Records supplied:
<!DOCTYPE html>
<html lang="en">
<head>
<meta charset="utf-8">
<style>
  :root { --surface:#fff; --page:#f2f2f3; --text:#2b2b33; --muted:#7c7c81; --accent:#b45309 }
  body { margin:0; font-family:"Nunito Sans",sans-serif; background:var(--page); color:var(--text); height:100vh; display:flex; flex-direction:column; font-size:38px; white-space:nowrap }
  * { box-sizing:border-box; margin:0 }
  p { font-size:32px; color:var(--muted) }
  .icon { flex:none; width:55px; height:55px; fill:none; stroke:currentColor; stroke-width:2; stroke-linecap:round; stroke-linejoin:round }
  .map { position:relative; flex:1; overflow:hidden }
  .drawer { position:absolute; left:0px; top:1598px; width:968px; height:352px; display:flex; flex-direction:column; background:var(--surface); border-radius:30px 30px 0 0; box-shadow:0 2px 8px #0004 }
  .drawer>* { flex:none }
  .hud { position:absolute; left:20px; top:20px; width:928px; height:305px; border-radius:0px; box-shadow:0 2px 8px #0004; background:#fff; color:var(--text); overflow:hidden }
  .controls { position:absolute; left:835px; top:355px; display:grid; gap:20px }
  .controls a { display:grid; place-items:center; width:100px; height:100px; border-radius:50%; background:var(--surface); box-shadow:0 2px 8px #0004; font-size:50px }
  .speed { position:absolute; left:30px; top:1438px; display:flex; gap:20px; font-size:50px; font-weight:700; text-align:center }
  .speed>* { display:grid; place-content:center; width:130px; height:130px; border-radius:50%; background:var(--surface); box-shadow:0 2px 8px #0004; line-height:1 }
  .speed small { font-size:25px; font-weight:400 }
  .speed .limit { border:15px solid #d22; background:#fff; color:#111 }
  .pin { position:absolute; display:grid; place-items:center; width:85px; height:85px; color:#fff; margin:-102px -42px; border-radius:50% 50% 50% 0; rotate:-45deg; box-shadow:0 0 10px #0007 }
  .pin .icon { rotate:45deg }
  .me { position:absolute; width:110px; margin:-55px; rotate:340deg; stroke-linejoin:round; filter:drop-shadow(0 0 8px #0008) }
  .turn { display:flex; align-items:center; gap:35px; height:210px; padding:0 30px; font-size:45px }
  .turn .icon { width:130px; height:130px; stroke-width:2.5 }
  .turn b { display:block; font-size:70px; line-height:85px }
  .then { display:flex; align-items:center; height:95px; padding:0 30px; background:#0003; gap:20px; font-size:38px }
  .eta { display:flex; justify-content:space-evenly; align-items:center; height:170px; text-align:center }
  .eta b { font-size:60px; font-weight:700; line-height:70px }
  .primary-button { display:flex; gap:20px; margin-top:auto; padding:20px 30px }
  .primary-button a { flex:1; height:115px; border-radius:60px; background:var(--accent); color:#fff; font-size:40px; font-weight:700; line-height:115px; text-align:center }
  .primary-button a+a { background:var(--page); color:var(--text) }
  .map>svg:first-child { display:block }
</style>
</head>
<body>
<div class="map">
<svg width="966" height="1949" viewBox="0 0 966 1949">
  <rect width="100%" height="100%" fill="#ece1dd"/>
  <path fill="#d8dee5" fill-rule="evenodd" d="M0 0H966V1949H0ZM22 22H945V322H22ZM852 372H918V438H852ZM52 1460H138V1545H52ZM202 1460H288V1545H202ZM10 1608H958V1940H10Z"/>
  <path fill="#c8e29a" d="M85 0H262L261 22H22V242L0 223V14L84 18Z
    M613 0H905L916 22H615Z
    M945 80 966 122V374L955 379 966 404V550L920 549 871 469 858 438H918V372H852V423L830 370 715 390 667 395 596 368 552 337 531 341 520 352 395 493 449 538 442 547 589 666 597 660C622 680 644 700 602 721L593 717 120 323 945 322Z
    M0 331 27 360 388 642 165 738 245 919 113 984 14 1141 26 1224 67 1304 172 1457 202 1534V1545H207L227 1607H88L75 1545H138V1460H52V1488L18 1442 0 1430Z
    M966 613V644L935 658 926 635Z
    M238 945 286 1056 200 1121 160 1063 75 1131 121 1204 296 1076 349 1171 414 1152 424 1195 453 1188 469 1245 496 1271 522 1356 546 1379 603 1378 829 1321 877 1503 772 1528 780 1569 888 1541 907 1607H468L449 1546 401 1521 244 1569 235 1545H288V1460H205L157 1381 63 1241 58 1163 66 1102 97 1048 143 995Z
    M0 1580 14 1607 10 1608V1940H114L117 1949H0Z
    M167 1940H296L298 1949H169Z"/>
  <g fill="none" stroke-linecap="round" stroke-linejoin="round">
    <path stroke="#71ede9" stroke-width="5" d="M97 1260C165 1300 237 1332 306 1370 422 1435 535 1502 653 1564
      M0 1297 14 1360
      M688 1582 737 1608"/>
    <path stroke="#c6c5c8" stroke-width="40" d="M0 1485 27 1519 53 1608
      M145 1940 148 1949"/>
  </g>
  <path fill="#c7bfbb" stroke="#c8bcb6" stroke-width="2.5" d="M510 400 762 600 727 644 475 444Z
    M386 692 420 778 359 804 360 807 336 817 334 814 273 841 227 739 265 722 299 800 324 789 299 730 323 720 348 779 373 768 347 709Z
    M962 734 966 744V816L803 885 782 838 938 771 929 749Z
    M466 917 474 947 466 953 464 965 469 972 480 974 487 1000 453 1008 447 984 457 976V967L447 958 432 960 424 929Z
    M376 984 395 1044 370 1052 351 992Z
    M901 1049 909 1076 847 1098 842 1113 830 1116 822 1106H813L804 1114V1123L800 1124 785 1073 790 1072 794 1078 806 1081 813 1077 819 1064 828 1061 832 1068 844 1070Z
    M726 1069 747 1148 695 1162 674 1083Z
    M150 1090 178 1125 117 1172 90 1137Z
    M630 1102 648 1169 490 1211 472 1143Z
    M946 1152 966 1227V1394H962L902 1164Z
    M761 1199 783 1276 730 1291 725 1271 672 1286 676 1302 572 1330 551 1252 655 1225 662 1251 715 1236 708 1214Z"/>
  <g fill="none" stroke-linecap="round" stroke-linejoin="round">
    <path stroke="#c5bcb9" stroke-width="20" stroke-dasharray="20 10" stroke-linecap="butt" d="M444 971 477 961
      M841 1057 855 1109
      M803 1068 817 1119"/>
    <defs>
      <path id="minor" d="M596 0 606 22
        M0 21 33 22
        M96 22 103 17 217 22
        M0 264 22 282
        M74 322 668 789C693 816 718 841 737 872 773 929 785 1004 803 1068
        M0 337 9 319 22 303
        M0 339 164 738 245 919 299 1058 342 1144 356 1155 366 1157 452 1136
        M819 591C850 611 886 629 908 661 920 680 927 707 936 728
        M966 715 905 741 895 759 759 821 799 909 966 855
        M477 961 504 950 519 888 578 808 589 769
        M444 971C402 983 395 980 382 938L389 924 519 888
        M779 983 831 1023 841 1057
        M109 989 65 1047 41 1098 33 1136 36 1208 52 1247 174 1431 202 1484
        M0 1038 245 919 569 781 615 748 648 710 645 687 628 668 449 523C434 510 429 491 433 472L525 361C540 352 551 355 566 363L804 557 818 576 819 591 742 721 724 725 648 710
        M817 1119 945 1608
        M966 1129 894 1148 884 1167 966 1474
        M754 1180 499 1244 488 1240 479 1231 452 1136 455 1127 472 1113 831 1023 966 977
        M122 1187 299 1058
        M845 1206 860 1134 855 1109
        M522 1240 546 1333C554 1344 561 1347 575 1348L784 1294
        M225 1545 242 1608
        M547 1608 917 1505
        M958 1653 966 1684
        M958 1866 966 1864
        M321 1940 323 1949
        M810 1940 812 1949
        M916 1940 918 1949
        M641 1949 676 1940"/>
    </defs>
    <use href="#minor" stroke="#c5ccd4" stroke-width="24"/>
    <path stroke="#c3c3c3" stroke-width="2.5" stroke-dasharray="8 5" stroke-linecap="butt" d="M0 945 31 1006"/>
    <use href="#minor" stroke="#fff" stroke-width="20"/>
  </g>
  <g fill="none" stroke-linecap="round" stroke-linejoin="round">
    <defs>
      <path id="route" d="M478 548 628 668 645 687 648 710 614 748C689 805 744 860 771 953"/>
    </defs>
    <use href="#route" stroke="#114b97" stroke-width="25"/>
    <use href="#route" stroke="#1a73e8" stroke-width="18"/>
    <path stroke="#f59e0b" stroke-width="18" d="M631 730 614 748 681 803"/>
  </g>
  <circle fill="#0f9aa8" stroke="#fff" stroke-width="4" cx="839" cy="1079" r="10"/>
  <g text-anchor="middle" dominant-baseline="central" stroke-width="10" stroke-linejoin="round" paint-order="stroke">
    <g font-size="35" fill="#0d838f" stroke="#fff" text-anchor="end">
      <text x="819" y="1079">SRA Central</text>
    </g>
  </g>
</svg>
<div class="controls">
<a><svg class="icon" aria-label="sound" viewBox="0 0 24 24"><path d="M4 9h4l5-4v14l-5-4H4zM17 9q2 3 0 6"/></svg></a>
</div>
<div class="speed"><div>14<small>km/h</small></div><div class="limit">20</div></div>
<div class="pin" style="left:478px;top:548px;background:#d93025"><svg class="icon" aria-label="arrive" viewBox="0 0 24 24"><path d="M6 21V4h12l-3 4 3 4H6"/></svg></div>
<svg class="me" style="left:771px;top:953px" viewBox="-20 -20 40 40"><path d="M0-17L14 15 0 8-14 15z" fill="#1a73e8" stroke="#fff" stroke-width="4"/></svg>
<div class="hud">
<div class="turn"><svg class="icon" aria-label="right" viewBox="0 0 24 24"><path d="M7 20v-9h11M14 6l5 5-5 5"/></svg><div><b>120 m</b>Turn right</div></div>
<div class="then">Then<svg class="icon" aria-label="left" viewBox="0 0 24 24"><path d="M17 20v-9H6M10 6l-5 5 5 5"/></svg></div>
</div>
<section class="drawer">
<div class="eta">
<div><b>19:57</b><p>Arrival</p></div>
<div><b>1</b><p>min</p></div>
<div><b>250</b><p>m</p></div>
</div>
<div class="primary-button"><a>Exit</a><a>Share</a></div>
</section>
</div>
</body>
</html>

Instructions for the task: Copying word for word, give each line of the data above from the first one through the line containing "position:absolute; left:835px; top:355px;", and nothing else.

Answer section:
<!DOCTYPE html>
<html lang="en">
<head>
<meta charset="utf-8">
<style>
  :root { --surface:#fff; --page:#f2f2f3; --text:#2b2b33; --muted:#7c7c81; --accent:#b45309 }
  body { margin:0; font-family:"Nunito Sans",sans-serif; background:var(--page); color:var(--text); height:100vh; display:flex; flex-direction:column; font-size:38px; white-space:nowrap }
  * { box-sizing:border-box; margin:0 }
  p { font-size:32px; color:var(--muted) }
  .icon { flex:none; width:55px; height:55px; fill:none; stroke:currentColor; stroke-width:2; stroke-linecap:round; stroke-linejoin:round }
  .map { position:relative; flex:1; overflow:hidden }
  .drawer { position:absolute; left:0px; top:1598px; width:968px; height:352px; display:flex; flex-direction:column; background:var(--surface); border-radius:30px 30px 0 0; box-shadow:0 2px 8px #0004 }
  .drawer>* { flex:none }
  .hud { position:absolute; left:20px; top:20px; width:928px; height:305px; border-radius:0px; box-shadow:0 2px 8px #0004; background:#fff; color:var(--text); overflow:hidden }
  .controls { position:absolute; left:835px; top:355px; display:grid; gap:20px }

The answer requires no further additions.